Built to capture photos of Pluto, New Horizons is currently working overtime. Launched in 2006 with a primary mission length of 9.5 years, the probe is still beaming back of photos of the distant dwarf planet.
NASA has released a new batch of images taken during a flyby last July that scientists have only now properly formatted. The high-resolution photographs provide an extremely close glimpse of what astronomers are considering to be an extremely strange celestial body.
"This new image product is just magnetic," Alan Stern, New Horizons principal investigator with the Southwest Research Institute, said in a statement. "It makes me want to go back on another mission to Pluto and get high-resolution images like these across the entire surface."

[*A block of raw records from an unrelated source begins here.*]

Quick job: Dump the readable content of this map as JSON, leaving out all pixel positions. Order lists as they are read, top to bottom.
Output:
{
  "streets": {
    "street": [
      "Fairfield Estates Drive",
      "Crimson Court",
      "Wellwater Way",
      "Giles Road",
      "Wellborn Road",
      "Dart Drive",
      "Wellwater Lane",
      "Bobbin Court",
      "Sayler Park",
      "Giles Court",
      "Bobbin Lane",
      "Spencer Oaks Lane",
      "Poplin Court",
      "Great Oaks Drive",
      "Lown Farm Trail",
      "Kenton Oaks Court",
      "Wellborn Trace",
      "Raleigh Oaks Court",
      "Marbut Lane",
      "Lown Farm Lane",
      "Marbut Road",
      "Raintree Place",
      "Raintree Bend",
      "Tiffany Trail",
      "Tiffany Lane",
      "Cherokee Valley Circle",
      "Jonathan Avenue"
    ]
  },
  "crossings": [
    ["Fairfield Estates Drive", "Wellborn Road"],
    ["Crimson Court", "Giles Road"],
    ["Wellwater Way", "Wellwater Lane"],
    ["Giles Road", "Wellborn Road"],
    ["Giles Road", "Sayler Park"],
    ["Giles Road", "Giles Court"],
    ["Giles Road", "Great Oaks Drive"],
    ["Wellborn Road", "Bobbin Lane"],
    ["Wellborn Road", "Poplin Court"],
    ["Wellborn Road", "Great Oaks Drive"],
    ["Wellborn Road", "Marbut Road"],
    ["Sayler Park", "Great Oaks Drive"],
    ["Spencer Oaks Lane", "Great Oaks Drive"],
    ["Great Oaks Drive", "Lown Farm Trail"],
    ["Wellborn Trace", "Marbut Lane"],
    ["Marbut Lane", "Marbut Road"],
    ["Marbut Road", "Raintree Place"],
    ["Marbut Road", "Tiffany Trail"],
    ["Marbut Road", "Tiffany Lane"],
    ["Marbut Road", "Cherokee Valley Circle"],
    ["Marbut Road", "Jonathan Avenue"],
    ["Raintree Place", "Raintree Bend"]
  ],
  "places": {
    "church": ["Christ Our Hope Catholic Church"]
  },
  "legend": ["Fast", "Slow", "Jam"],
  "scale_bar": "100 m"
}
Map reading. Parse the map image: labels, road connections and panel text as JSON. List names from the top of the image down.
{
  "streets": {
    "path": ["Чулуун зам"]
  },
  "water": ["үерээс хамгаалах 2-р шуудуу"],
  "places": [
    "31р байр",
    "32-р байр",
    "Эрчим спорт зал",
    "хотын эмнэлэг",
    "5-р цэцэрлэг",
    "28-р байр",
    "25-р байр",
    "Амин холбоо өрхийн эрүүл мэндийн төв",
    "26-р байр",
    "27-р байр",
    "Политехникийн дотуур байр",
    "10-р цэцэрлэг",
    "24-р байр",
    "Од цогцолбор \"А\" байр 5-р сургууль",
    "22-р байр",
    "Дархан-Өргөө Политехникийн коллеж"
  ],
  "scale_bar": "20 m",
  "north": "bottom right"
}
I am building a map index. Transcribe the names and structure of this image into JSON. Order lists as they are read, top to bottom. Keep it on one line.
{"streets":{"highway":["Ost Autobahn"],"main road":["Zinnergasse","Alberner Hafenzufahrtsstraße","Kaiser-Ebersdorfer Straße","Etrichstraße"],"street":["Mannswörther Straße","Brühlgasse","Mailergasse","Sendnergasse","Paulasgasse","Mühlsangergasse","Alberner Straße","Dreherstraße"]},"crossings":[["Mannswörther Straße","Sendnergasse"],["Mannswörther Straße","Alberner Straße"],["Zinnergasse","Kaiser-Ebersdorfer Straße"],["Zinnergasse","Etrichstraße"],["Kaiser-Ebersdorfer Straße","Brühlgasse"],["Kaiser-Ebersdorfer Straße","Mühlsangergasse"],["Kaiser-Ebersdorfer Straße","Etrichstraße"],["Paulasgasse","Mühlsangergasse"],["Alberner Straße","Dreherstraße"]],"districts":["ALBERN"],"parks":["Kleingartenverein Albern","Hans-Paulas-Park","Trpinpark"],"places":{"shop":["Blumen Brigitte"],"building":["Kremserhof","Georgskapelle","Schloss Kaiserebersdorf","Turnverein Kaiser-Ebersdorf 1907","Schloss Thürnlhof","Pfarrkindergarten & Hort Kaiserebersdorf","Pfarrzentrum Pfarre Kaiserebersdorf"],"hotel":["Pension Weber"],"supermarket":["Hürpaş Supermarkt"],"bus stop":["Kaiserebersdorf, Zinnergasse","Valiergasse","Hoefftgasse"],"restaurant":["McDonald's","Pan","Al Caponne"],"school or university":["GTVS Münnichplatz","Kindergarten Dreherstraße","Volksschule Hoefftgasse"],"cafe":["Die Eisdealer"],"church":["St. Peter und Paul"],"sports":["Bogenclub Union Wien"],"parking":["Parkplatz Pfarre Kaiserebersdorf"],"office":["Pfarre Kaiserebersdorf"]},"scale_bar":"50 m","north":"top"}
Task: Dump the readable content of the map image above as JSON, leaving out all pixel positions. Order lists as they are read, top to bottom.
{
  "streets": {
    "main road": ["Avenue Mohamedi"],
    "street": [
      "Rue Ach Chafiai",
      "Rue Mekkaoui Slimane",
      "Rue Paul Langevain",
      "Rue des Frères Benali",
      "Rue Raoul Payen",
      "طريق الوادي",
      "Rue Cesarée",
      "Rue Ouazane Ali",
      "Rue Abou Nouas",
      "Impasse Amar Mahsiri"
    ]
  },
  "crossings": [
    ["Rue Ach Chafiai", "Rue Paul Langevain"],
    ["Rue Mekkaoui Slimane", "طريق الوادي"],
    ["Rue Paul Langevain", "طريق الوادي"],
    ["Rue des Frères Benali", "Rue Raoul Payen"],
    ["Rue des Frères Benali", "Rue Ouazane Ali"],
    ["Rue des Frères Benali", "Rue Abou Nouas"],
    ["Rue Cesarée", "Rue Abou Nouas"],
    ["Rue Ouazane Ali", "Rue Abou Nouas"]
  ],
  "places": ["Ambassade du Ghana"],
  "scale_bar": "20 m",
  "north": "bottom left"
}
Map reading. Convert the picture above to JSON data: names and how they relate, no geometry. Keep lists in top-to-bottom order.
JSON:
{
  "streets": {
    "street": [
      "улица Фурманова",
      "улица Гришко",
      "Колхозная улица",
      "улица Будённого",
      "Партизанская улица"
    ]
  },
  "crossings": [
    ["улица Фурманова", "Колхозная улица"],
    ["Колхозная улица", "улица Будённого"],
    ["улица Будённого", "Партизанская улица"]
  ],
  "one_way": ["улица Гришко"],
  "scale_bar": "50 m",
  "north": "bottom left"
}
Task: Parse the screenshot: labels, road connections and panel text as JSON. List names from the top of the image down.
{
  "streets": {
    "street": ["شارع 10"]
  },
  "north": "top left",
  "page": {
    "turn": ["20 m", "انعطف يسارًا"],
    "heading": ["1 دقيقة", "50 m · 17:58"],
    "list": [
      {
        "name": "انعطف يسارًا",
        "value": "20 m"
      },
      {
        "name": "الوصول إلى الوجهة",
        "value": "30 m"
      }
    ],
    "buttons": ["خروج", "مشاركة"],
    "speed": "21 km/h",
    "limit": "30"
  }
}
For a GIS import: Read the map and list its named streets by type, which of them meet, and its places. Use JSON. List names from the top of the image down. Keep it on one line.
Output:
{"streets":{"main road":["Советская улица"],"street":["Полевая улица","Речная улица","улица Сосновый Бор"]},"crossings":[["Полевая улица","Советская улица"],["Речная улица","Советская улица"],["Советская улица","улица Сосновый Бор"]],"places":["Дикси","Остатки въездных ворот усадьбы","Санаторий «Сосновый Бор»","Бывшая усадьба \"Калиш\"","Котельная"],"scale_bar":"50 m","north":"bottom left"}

The images were taken from a distance of roughly 9,850 miles.
"Starting with hummocky, cratered uplands at top, the view crosses over parallel ridges of 'washboard' terrain, chaotic and angular mountain ranges, cellular plains, coarsely 'pitted' areas of sublimating nitrogen ice, zones of thin nitrogen ice draped over the topography below and dark mountainous highlands scarred by deep pits," NASA officials wrote.
Astronomers have been aware of Pluto’s surprisingly unique terrain. Earlier photographs snapped by New Horizons provided details of the Tartarus Dorsa, a rise informally known as the "snakeskin" mountains because of their scale-like texture.
"It looks more like tree bark or dragon scales than geology," project scientist William McKinnon said in a statement released September 2015. "This’ll really take time to figure out; maybe it’s some combination of internal tectonic forces and ice sublimation drive by Pluto’s faint sunlight."
The dwarf planet also houses a large amount of methane, which scientists cannot explain.
Entering its teen years, New Horizons will continue out into space. Having achieved its goal with excellent results, the NASA probe is on its way to the Kuiper belt, where it will perform a flyby of an object known as 2014 MU69.
Roughly one billion miles beyond Pluto, this object shouldn’t expect its own closeup before January of 2019.